As a director, Hill is all flash and dash, showing off his skills rather than servicing the story. And as a screenwriter, he has delivered thin characters at best, relying on a seasoned cast to fill in the gaps.

In some cases, that happens. Certainly Bridges in the lead is at the top of his game, whether he's preening before a mirror, adjusting his flowing hair and bushy mustache; drawing his guns on several men at once, as they linger in a dark and dingy barn; or explaining during a poker game that he never apologizes to anyone — and warning those near him that no one had better touch his hat!
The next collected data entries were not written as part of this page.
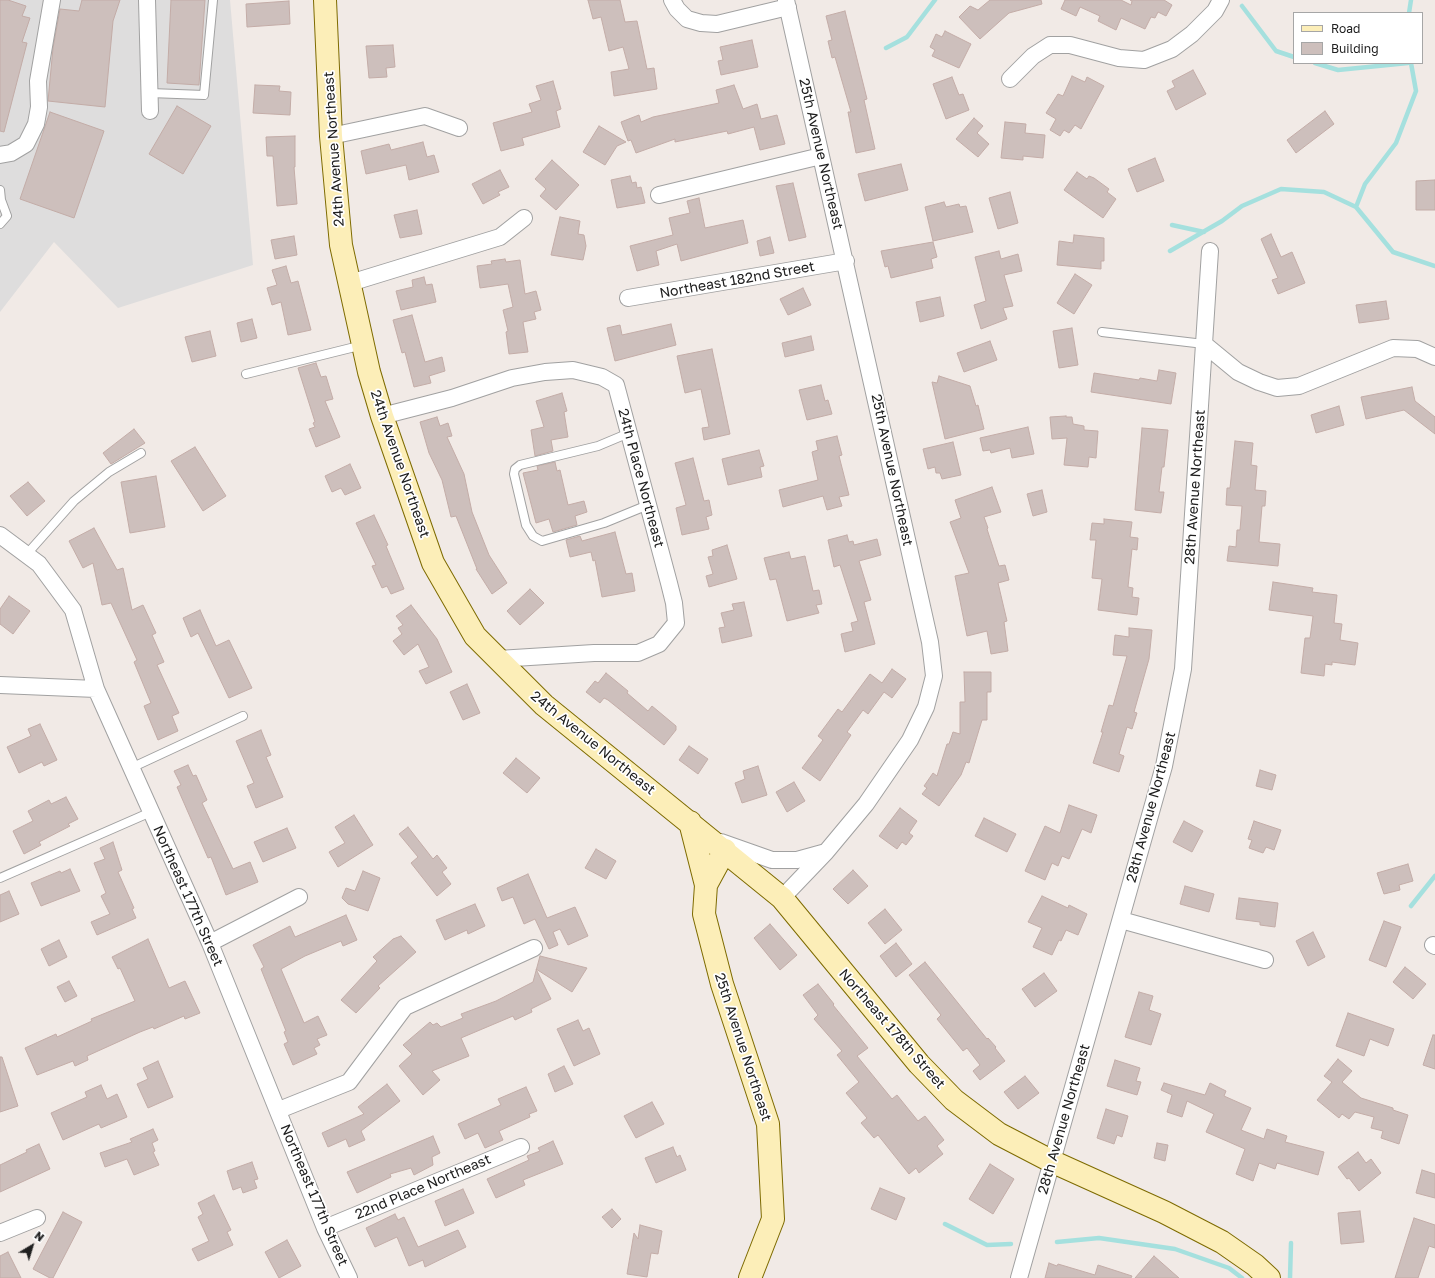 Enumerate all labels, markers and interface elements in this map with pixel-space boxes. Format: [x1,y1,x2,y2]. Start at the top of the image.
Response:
legend [1293,12,1423,64]
text: Road [1331,21,1360,36]
text: Building [1331,41,1379,56]
street label: 24th Avenue Northeast [320,71,348,227]
street label: 25th Avenue Northeast [795,77,847,231]
street label: Northeast 182nd Street [658,258,816,302]
street label: 24th Avenue Northeast [367,388,433,540]
street label: 25th Avenue Northeast [868,392,916,548]
street label: 24th Place Northeast [614,407,668,549]
street label: 28th Avenue Northeast [1181,409,1209,565]
street label: 24th Avenue Northeast [527,688,659,798]
street label: 28th Avenue Northeast [1123,730,1179,884]
street label: Northeast 177th Street [149,823,227,969]
street label: Northeast 178th Street [835,966,949,1092]
street label: 25th Avenue Northeast [711,971,775,1123]
street label: 28th Avenue Northeast [1035,1042,1093,1196]
street label: Northeast 177th Street [277,1122,351,1268]
street label: 22nd Place Northeast [353,1151,493,1223]
north arrow [12,1226,52,1266]
text: N [32,1228,47,1244] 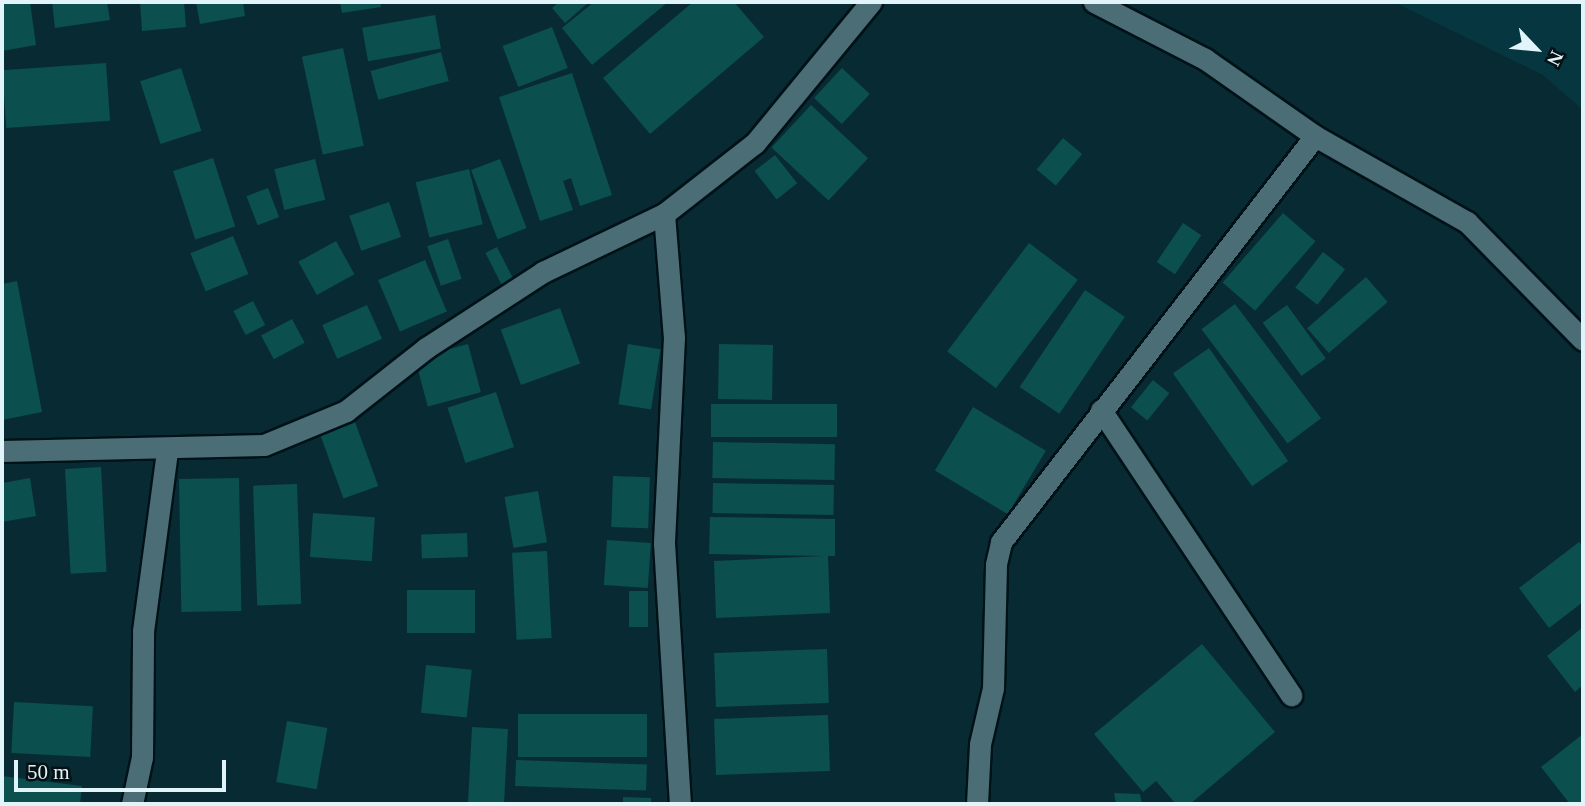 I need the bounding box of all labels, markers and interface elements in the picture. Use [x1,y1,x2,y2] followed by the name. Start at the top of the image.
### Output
[1501,14,1571,84] north arrow
[1543,48,1568,69] text: N
[18,746,229,790] scale bar
[27,760,70,784] text: 50 m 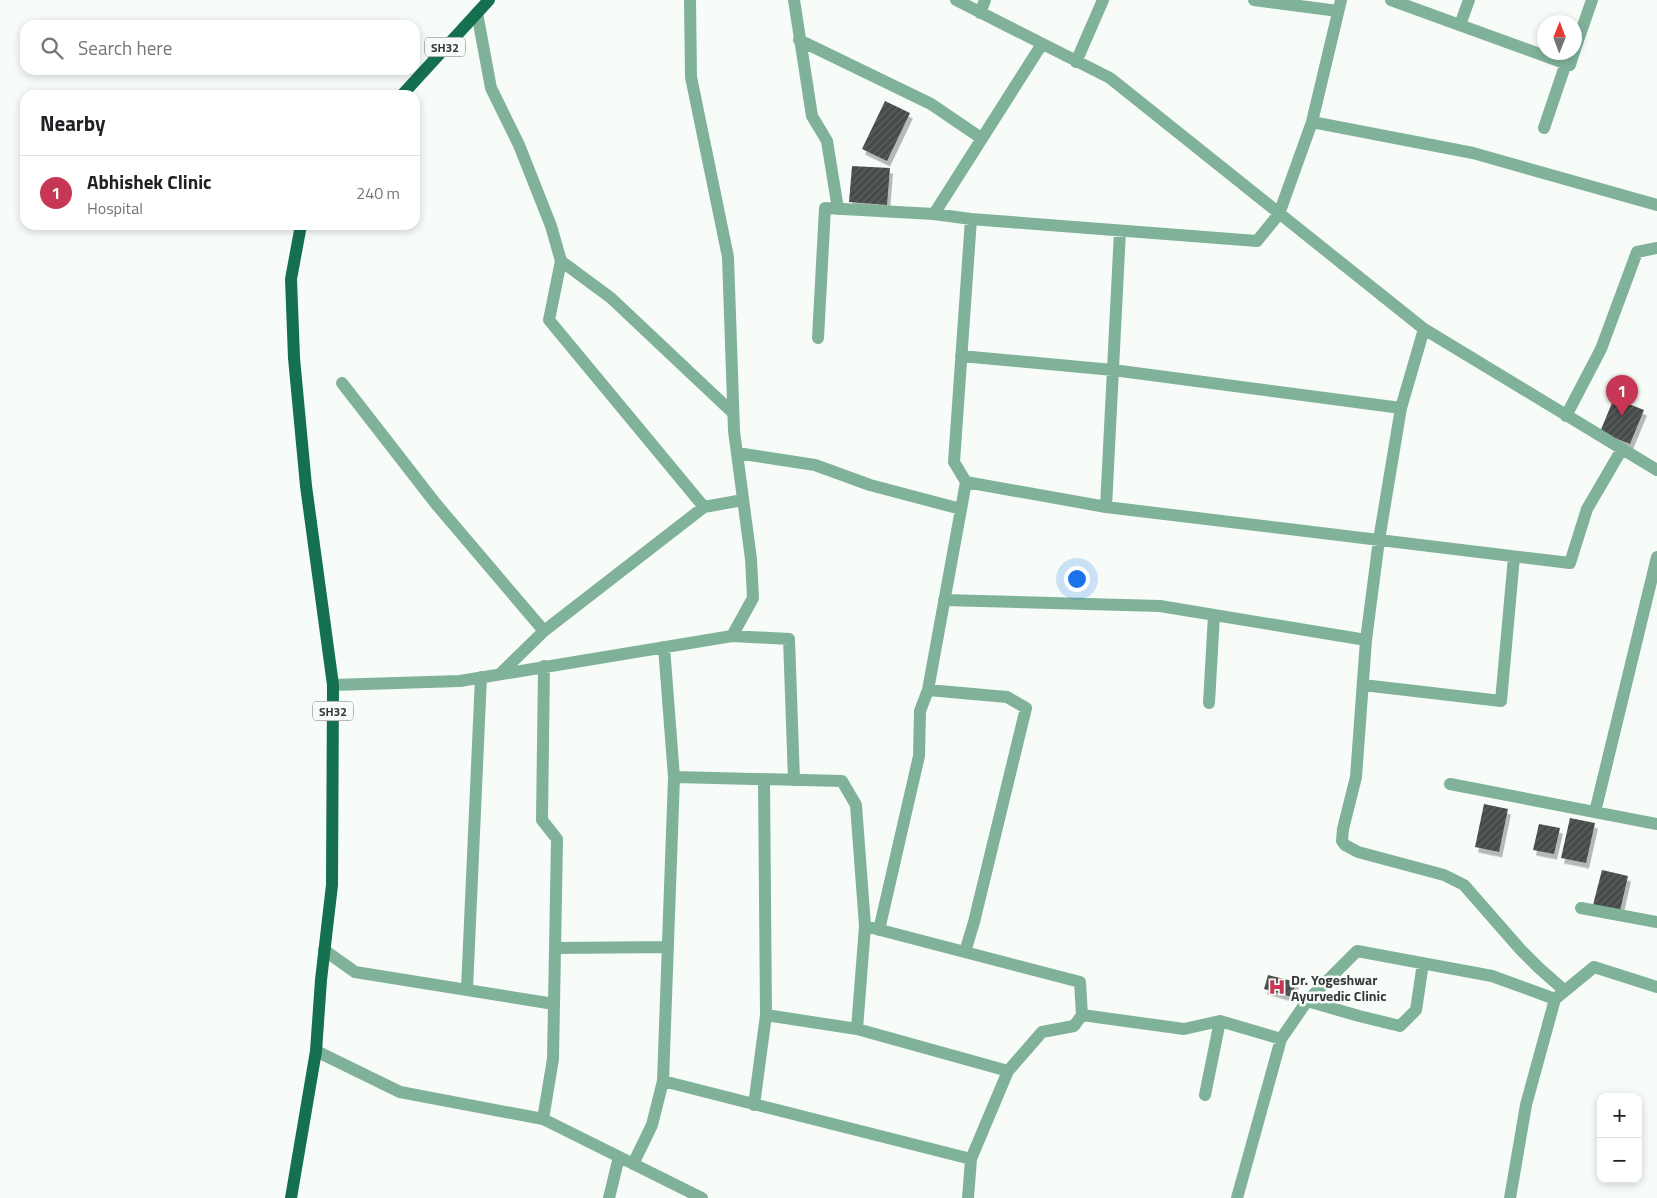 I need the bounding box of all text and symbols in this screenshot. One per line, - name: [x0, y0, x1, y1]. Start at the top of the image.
- north arrow: [1537, 15, 1582, 60]
- search box: [20, 20, 420, 75]
- text: Search here: [78, 33, 172, 62]
- icon: search: [38, 34, 66, 62]
- road number: SH32: [425, 38, 465, 56]
- text: Nearby: [40, 107, 105, 139]
- text: Abhishek Clinic: [87, 167, 212, 196]
- text: 1: [52, 181, 60, 205]
- text: 240 m: [356, 181, 400, 205]
- text: Hospital: [87, 196, 143, 220]
- pin: 1: [1606, 375, 1638, 416]
- your location: [1064, 566, 1090, 592]
- road number: SH32: [313, 701, 353, 720]
- place label: Dr. Yogeshwar Ayurvedic Clinic: [1291, 969, 1386, 1006]
- hospital icon: Dr. Yogeshwar Ayurvedic Clinic: [1267, 977, 1287, 997]
- map controls: [1597, 1093, 1642, 1183]
- button: +: [1597, 1093, 1642, 1138]
- button: −: [1597, 1138, 1642, 1183] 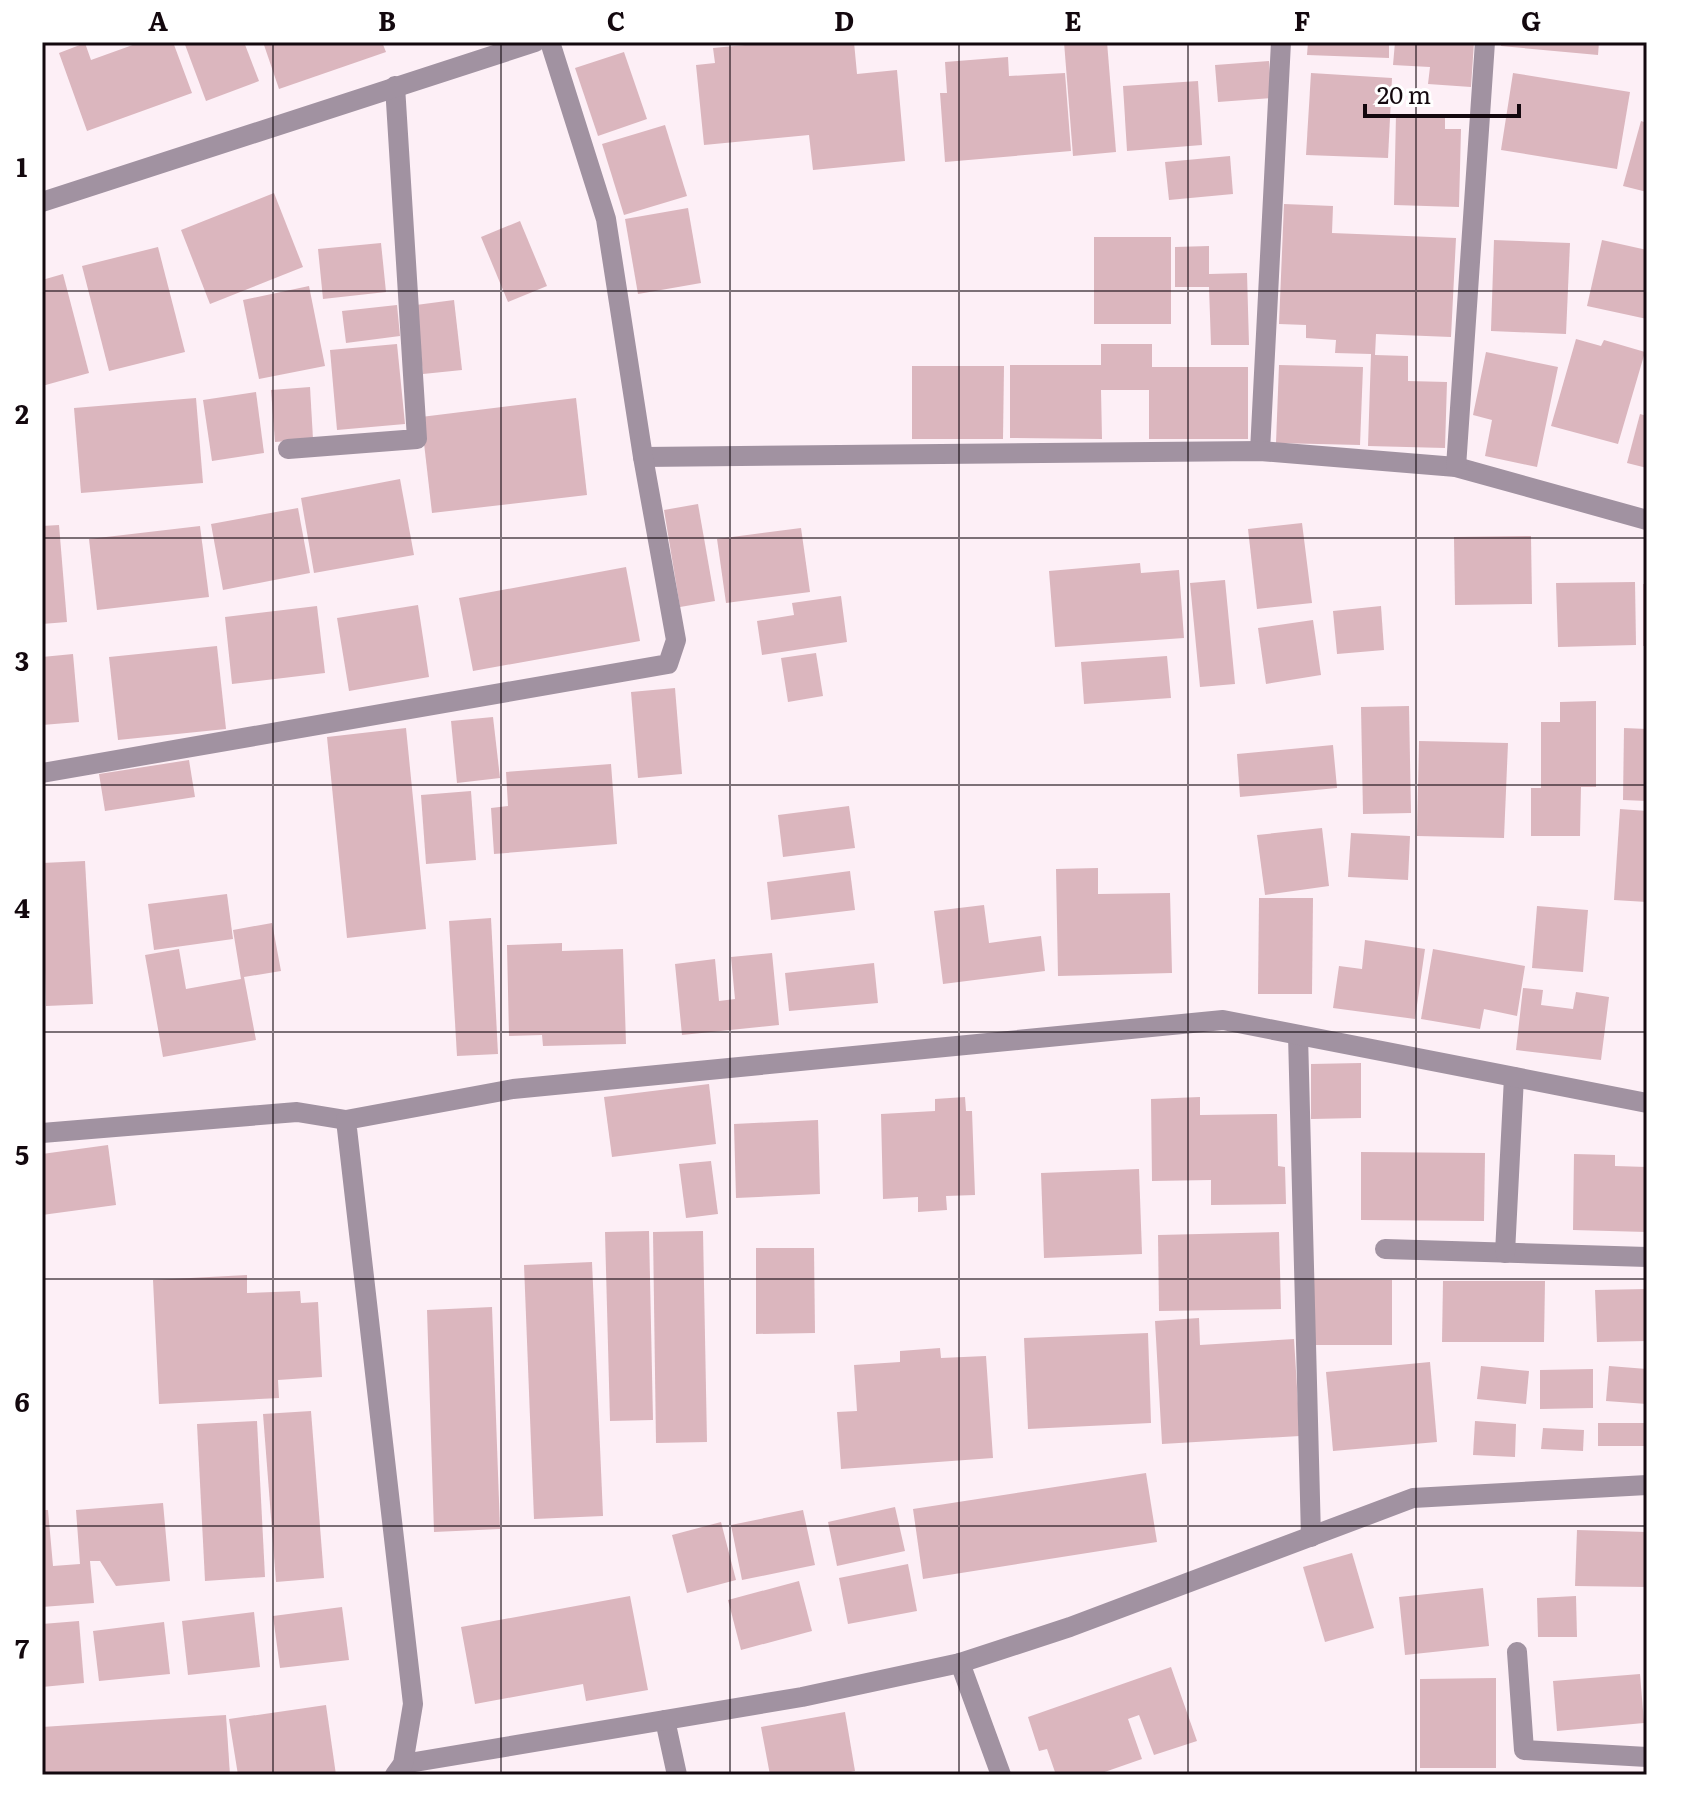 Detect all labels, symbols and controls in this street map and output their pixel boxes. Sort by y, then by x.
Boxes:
text: A [148,0,168,39]
text: B [378,0,396,39]
text: C [607,0,625,39]
text: D [834,0,854,39]
text: E [1064,0,1082,39]
text: F [1294,0,1310,39]
text: G [1521,0,1541,39]
scale bar [1365,68,1519,118]
text: 20 m [1377,76,1431,111]
text: 1 [17,146,28,185]
text: 2 [15,393,29,432]
text: 3 [15,640,29,679]
text: 4 [14,887,30,926]
text: 5 [15,1134,29,1173]
text: 6 [14,1381,30,1420]
text: 7 [15,1628,29,1667]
Also good are Hurt, Lane and others in smaller roles. But Barkin is all wrong as Calamity Jane, and some of the familiar faces in cameos — Bruce Dern as a wheel-chair-bound man seeking revenge in the streets of Cheyenne, Christina Applegate (yes, TV's "Married . . . With Children" sexpot) as a hooker, Keith Caradine as Buffalo Bill Cody and Marjo Gortner as, naturally, a firebreathing preacher — are inadequately explained and completely unnecessary.

As a movie, it's a hit-and-miss affair, and will probably only be of interest to faithful Western buffs.

"Wild Bill" is rated R for considerable violence, as well as some sex, nudity, profanity, vulgarity and drug abuse (opium smoking).